- **Activity**:
Your output should be the lines of the entries below, exactly, from the first one through the line that holds "display:flex; align-items:center; gap:10px;".

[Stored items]

*-*-*

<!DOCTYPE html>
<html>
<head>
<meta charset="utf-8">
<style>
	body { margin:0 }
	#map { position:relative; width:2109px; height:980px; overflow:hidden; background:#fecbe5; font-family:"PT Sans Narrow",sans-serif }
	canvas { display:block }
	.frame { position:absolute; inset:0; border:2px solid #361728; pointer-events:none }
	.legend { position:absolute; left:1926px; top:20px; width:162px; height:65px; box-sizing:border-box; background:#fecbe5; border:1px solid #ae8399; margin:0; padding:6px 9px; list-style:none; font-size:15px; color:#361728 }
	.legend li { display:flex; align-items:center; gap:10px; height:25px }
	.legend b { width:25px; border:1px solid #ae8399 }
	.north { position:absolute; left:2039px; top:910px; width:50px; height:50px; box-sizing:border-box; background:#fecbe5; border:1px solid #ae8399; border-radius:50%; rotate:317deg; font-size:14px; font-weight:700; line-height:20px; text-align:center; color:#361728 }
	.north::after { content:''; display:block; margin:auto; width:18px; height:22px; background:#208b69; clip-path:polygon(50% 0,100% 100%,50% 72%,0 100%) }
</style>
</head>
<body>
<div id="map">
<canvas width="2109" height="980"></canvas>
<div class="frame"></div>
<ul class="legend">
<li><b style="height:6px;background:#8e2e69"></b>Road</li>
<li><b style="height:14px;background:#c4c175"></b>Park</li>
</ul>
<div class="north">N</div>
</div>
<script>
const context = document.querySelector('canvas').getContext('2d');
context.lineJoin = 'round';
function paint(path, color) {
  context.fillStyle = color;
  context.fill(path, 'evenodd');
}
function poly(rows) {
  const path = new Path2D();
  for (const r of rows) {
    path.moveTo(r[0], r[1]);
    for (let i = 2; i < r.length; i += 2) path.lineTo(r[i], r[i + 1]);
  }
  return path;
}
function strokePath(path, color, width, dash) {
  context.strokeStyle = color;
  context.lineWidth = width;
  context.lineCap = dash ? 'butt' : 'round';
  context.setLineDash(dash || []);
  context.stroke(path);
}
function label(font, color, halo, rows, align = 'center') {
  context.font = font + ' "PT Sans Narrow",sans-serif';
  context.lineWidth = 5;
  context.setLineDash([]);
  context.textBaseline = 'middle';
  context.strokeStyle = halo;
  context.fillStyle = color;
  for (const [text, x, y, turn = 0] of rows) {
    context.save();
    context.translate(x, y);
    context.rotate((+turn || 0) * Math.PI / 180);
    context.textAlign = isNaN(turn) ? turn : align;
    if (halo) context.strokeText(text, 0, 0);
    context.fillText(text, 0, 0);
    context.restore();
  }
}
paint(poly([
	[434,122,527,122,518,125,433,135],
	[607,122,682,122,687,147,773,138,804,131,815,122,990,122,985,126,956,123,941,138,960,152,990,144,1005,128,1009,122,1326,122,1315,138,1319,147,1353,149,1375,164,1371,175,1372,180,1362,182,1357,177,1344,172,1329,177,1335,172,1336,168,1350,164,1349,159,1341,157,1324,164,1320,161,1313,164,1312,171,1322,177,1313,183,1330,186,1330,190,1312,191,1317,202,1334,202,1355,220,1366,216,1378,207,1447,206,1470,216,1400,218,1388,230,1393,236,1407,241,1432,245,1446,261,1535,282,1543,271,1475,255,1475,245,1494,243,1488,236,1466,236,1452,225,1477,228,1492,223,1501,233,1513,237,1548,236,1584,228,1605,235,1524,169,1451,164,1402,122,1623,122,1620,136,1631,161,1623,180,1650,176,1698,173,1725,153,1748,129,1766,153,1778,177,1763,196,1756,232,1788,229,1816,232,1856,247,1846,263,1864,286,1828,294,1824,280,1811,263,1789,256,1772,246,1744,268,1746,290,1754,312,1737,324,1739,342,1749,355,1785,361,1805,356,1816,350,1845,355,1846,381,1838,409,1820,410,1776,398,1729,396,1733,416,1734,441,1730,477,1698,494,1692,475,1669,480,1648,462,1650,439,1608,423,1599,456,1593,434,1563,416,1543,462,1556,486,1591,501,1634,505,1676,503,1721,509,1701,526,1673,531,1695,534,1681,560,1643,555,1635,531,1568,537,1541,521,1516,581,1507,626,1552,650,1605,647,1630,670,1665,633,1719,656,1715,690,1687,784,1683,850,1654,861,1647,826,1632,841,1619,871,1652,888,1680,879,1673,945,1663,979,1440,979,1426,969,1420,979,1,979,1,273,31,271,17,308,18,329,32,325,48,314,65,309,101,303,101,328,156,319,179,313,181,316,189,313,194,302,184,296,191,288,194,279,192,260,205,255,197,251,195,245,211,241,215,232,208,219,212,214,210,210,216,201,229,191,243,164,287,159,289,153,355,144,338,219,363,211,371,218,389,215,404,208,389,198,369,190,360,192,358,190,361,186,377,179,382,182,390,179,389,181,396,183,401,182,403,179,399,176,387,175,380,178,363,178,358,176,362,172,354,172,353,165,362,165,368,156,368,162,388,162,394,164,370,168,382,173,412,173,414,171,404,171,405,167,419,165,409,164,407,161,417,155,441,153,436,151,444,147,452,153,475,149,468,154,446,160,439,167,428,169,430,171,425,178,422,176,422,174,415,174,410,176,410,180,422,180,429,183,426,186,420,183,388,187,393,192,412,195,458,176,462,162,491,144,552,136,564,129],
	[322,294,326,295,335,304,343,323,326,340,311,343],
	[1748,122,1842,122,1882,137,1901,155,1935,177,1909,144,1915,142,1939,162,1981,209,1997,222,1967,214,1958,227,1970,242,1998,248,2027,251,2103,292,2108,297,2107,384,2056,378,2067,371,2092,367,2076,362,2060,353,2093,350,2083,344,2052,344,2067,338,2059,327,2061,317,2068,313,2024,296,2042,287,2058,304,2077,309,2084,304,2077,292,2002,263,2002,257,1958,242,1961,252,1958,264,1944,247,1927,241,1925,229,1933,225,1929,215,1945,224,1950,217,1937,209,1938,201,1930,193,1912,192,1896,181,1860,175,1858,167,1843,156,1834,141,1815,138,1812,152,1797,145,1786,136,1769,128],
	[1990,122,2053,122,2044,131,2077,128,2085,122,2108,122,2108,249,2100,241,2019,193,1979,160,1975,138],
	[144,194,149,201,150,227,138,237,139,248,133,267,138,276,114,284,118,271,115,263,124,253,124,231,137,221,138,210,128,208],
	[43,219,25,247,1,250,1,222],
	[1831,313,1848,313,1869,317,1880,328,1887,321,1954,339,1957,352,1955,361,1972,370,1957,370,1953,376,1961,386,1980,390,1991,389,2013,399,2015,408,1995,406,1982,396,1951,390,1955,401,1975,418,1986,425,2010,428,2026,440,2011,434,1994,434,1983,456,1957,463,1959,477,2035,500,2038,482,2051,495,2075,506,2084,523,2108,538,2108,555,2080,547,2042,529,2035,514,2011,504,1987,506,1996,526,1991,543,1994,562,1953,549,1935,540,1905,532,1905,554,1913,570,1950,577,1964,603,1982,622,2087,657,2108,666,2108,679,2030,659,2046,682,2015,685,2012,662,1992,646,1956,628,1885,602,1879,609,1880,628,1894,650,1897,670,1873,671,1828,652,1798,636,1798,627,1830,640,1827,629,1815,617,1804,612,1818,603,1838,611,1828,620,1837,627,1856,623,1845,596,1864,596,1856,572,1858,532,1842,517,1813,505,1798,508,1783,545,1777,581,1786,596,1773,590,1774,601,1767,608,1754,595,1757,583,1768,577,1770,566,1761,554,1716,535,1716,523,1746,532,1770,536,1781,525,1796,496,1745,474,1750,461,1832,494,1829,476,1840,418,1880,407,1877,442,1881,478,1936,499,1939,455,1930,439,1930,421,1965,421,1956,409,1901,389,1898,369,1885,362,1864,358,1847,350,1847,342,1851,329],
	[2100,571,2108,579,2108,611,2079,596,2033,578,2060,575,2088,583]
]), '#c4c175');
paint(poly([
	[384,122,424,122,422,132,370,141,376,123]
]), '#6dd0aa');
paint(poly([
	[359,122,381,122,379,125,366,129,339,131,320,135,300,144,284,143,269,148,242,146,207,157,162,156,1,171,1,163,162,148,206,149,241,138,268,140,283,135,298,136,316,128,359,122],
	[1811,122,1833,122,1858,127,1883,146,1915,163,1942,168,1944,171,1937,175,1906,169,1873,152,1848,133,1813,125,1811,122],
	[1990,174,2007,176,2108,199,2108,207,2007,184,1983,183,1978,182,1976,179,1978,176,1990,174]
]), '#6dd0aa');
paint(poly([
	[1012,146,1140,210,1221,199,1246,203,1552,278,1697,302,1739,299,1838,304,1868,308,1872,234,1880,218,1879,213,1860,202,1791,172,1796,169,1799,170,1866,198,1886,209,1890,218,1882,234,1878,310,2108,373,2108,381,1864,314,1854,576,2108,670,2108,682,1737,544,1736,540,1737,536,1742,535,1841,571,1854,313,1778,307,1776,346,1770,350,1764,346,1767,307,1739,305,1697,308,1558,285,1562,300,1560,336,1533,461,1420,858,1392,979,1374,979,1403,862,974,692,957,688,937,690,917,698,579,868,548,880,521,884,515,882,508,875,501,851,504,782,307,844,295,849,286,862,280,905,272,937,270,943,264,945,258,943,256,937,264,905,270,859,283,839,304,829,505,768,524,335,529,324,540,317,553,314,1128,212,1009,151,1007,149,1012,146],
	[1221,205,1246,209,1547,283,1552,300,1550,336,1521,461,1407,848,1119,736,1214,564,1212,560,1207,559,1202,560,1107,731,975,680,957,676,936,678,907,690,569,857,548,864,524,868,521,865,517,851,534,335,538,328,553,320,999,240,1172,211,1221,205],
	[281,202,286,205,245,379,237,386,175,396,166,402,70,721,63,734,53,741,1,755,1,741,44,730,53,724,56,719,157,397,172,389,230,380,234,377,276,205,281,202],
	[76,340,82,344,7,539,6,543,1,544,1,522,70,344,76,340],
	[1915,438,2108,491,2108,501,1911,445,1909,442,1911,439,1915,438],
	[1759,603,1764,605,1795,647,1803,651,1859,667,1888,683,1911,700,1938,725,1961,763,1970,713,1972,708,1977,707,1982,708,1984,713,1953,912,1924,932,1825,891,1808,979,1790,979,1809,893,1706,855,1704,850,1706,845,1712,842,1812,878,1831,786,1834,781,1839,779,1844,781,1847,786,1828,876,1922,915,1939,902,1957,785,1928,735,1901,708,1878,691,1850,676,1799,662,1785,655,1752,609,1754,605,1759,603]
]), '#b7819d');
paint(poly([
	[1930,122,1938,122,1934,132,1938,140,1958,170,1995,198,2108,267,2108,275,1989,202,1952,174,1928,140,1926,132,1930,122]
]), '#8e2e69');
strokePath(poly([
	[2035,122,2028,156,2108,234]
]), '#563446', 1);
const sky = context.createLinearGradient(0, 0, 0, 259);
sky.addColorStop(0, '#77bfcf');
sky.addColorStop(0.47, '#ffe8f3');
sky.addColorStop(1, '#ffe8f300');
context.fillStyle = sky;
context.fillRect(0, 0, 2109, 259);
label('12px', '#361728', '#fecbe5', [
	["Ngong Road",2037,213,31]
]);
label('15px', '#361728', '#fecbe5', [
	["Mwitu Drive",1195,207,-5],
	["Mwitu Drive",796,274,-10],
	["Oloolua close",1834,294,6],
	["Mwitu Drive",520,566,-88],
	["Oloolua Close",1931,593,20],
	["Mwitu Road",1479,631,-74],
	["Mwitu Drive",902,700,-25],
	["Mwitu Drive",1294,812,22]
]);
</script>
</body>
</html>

*-*-*

- **Answer below**:
<!DOCTYPE html>
<html>
<head>
<meta charset="utf-8">
<style>
	body { margin:0 }
	#map { position:relative; width:2109px; height:980px; overflow:hidden; background:#fecbe5; font-family:"PT Sans Narrow",sans-serif }
	canvas { display:block }
	.frame { position:absolute; inset:0; border:2px solid #361728; pointer-events:none }
	.legend { position:absolute; left:1926px; top:20px; width:162px; height:65px; box-sizing:border-box; background:#fecbe5; border:1px solid #ae8399; margin:0; padding:6px 9px; list-style:none; font-size:15px; color:#361728 }
	.legend li { display:flex; align-items:center; gap:10px; height:25px }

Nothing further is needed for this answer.